Hot salsa Tetris

Video-game music remixers turn bleeps and bloops into everything from Swedish death metal to hillbilly pickin'.

Mar 18, 2002 | One night in February, Dale North, 25, and Sean "Ailsean" Stone, 24, were playing Scrabble on Games.com, when suddenly they were recognized by their fans.

A chat message flashed across Stone's monitor. Wow! Are you the real Ailsean?

Stone was flattered, although surprised. "Yeah," he responded. "Why on earth would someone impersonate a little-known musician whose SMALL amount of fame comes from remixing video game music?"
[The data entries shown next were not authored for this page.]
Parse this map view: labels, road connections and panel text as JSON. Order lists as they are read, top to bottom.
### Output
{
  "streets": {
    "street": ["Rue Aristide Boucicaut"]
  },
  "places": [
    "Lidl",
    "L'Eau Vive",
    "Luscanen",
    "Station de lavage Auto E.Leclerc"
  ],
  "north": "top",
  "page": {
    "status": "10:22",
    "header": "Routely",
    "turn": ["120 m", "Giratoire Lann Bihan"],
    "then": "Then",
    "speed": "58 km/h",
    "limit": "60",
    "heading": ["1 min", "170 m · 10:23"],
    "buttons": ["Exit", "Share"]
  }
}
Stone and North are microstars in an only-on-the-Net subculture: video-game music remixing. Remixers take the original tune, melody, chord progression or rhythm of a video-game song and reinvent it.

North produces lush orchestral and symphonic arrangements inspired by tunes from the likes of MegaMan 3. He lives in Bentonville, Ark., where he works at Walmart corporate headquarters handling merchandise samples. Stone, aka Ailsean, hailed as "the Metallica of game remixing" by one admiring peer, is known for his heavy-metal riffs inspired by the music of the Legend of Zelda and Final Fantasy. Stone teaches guitar in Alton, Ill.

Remixers take the video-game music drilled into their brains by countless hours of obsessive gaming and reorganize it for their own purposes. Those familiar bleeps and blips reemerge in elaborate orchestral numbers, jazz, techno, ska, funk, hip-hop, even Swedish death metal. It's one way to get those haunting tunes out of your head -- recast them in your homegrown musical score.

Remixers upload their musical styling to sites like OverClocked ReMix and VGMix, where fans review their songs. Remixers also hold contests in which they compete to do the best arrangement of a specific video-game tune. A forthcoming CD will collect arrangements paying tribute to the music of the Final Fantasy video-game series.

Remixers tend to be young guys, in their teens or early 20s, who are lifelong gamers. "We grew up with this stuff," says Jake Kaufman, 20, of Seattle, one of the creators of the VGMix site. "When you play games as much as we do, a lot of the exposure to music that you get is from these video games."

But video-game music fandom isn't merely a geeky subculture. Some name brand musicians have composed for game soundtracks -- Nine Inch Nails' theme for Quake I may be the most famous. And in at least one country, Japan, video-game music is taken quite seriously. There, it's sold in CD soundtracks, which hit the pop charts, just like blockbuster movie soundtracks. That's not yet true in the United States, but as video gaming continues to increase its cultural and financial clout, video-game music will only become more important. Someday soon, the theme from Grand Theft Auto 3 is going to hit the Top 40 in the United States, and a hot salsa remix will no doubt be on the Net soon after.